## Work instructions
Below are the records; tally the lines that include "inline" and report only the total.

## Working data
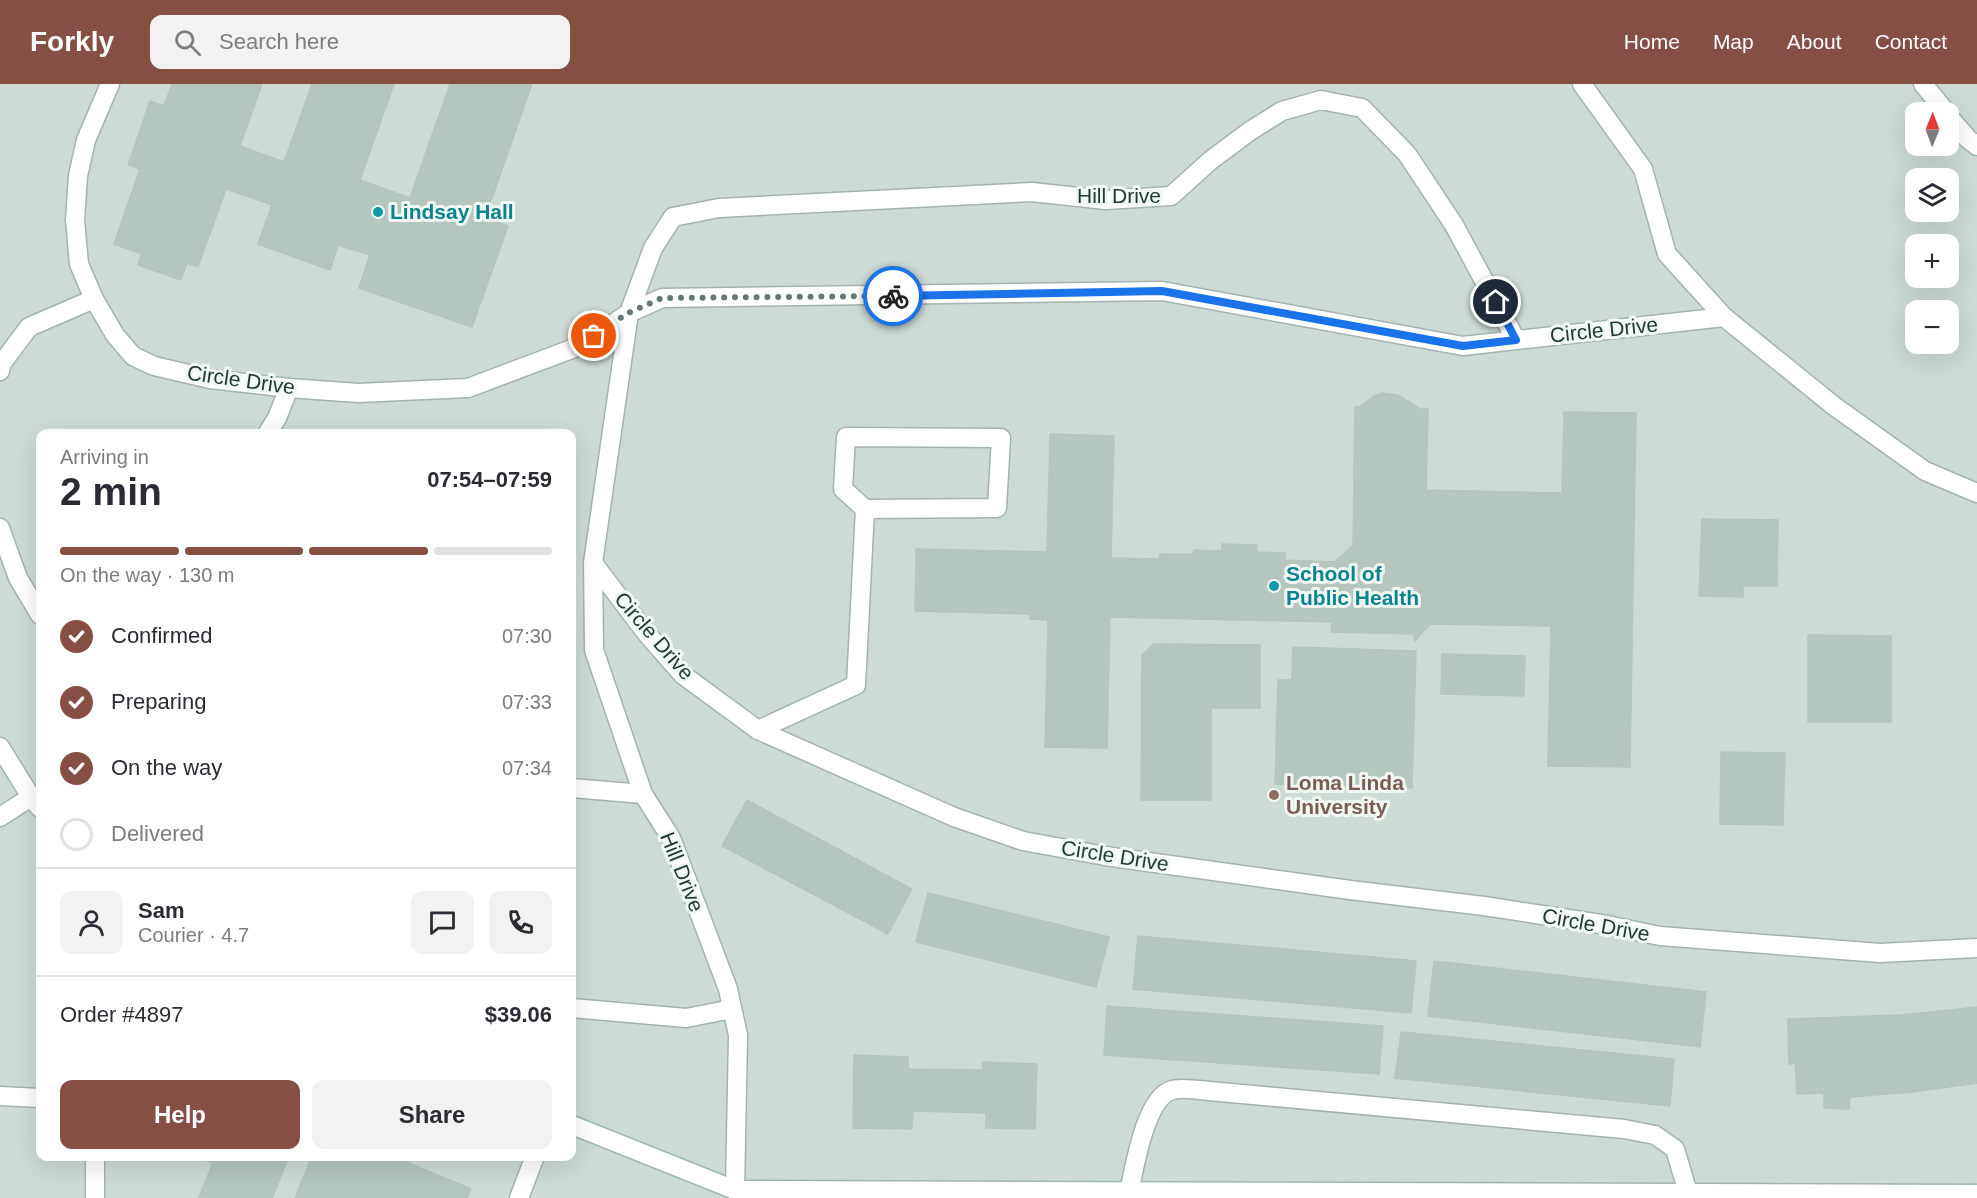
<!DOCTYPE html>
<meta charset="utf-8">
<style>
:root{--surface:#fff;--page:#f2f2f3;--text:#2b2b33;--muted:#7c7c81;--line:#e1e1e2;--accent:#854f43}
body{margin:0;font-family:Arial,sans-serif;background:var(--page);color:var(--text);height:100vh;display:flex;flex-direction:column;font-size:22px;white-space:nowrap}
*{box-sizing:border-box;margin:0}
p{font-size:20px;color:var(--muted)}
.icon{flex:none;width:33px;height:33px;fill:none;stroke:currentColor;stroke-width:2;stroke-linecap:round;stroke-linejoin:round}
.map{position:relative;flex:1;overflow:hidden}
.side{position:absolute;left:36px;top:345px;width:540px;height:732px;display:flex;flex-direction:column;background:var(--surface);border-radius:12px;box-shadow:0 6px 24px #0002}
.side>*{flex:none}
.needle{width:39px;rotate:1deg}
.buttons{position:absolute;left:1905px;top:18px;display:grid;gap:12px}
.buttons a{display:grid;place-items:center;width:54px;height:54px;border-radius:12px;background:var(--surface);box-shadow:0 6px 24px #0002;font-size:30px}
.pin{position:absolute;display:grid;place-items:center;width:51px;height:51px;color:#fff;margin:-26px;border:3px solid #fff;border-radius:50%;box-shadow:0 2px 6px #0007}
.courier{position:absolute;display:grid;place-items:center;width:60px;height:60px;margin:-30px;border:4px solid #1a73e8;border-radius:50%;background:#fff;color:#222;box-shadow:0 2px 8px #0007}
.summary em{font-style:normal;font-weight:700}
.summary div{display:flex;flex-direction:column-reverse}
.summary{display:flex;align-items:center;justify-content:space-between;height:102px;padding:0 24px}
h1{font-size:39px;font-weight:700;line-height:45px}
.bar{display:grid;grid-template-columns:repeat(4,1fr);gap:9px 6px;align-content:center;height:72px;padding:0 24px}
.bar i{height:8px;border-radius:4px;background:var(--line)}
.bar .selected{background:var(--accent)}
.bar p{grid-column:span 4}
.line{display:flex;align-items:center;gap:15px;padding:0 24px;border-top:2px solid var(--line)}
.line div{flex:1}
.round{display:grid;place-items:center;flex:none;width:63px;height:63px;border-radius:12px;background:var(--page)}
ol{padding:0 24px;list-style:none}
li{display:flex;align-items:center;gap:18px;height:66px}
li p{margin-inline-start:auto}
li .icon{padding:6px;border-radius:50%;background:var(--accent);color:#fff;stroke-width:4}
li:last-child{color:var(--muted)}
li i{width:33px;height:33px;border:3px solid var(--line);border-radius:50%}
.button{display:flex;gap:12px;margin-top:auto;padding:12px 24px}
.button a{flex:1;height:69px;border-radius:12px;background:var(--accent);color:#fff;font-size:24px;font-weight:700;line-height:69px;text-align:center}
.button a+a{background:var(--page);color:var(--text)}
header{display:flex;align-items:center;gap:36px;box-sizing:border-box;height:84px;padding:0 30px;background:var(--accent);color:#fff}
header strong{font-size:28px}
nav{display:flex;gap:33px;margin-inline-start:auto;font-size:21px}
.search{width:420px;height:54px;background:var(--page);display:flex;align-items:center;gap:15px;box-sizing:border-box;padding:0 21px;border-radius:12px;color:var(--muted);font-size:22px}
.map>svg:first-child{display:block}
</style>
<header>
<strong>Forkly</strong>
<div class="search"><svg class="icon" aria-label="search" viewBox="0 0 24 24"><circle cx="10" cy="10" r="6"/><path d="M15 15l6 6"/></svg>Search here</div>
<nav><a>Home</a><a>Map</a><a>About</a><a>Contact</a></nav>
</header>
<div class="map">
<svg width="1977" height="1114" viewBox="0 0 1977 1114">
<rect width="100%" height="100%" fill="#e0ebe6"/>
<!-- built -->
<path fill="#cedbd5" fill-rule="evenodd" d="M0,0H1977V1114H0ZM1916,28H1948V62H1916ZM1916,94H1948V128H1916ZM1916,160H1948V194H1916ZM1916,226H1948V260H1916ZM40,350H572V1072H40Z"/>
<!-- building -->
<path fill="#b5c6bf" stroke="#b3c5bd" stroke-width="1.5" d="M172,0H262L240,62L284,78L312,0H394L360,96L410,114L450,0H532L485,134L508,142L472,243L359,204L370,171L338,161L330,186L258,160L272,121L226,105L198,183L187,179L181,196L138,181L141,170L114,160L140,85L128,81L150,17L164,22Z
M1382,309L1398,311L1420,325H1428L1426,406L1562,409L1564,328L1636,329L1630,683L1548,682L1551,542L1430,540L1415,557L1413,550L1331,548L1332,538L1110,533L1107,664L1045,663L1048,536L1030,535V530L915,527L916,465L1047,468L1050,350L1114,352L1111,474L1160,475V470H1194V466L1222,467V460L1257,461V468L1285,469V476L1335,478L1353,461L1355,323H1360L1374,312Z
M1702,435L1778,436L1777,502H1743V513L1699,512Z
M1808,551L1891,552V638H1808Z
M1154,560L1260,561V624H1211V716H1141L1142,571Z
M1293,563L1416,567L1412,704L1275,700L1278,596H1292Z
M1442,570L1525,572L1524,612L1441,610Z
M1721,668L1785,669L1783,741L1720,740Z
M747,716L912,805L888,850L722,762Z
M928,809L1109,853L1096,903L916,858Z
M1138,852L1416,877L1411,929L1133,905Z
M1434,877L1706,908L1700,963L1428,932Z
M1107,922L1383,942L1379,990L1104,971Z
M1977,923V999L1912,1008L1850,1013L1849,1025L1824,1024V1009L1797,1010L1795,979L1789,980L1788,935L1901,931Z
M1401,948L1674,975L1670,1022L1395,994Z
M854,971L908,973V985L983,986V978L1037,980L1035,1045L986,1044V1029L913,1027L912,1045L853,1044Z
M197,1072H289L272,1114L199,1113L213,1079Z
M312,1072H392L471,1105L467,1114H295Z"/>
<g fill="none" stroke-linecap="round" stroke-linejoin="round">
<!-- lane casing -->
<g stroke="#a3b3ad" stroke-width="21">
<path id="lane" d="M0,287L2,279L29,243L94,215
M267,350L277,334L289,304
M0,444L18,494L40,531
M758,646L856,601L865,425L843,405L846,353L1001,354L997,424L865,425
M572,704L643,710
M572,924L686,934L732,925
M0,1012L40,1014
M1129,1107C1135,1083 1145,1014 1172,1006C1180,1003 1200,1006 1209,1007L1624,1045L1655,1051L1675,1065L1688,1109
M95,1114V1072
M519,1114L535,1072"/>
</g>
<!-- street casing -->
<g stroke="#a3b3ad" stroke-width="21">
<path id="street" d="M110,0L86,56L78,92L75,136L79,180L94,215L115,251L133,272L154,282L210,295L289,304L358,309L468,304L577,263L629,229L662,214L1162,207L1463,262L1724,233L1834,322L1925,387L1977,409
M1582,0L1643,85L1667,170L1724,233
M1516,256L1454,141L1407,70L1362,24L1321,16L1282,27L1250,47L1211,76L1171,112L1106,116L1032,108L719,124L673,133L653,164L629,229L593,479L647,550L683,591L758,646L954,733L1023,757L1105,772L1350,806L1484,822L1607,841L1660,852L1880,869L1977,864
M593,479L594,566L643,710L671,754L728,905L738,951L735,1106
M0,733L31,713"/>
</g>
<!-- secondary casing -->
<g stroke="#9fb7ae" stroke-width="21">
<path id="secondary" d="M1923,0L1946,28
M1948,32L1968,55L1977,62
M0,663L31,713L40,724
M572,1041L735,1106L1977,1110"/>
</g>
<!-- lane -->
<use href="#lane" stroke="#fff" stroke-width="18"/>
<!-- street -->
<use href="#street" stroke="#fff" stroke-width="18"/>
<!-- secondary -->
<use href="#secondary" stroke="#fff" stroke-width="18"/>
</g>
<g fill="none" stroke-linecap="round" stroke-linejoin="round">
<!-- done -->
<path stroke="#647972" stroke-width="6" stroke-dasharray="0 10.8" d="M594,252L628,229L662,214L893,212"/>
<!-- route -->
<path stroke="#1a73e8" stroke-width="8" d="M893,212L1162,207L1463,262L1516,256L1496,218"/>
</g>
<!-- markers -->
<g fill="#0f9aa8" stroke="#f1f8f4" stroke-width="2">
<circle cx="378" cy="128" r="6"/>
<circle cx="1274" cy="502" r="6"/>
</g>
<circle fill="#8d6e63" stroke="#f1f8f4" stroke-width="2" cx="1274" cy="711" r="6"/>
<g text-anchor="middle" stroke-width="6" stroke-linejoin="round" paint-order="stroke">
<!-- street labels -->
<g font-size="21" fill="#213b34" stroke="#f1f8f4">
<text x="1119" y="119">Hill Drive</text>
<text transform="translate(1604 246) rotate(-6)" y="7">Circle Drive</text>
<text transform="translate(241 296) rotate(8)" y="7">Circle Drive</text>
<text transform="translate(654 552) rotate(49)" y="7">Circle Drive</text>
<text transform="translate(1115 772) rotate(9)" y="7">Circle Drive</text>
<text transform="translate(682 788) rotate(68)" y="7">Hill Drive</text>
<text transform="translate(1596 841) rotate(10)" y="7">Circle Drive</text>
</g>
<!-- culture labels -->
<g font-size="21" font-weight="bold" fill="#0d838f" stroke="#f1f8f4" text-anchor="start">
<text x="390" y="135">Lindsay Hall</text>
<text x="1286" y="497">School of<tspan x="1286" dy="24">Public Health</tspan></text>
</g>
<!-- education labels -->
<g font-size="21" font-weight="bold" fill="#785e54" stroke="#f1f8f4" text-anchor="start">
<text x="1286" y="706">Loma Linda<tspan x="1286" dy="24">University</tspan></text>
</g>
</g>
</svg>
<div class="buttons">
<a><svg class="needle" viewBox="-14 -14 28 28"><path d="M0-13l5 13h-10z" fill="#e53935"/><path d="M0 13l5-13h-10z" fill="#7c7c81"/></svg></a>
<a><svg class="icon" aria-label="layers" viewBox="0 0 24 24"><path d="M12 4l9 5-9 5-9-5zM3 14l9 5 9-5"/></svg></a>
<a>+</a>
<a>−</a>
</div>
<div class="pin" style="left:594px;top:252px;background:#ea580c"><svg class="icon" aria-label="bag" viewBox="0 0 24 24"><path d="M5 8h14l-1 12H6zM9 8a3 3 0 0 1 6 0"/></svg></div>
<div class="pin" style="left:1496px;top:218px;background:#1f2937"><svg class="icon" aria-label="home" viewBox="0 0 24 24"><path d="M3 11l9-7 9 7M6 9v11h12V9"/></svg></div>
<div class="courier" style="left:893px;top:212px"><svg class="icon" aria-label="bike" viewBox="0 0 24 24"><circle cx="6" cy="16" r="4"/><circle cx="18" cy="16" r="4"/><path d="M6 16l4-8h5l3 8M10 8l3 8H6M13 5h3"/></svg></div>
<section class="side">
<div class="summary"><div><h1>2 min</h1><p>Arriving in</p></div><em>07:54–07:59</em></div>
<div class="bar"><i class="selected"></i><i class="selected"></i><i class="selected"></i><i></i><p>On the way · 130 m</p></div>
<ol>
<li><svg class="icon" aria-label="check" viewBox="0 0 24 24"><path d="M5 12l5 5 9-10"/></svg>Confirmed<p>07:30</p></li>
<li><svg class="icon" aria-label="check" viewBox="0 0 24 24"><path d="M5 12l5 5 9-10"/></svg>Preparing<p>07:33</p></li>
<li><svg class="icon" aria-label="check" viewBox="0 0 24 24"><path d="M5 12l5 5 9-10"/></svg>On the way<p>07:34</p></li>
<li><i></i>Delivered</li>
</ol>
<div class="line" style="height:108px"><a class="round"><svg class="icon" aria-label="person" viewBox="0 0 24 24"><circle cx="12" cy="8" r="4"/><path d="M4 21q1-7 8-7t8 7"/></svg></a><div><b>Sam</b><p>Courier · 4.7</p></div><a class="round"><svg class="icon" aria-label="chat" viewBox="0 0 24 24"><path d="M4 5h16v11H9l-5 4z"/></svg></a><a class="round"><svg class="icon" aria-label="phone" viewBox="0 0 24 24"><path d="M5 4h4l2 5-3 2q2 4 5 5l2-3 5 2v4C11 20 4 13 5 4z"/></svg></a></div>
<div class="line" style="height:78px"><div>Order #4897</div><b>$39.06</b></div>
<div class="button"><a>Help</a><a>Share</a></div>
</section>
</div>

## Solved exercise
2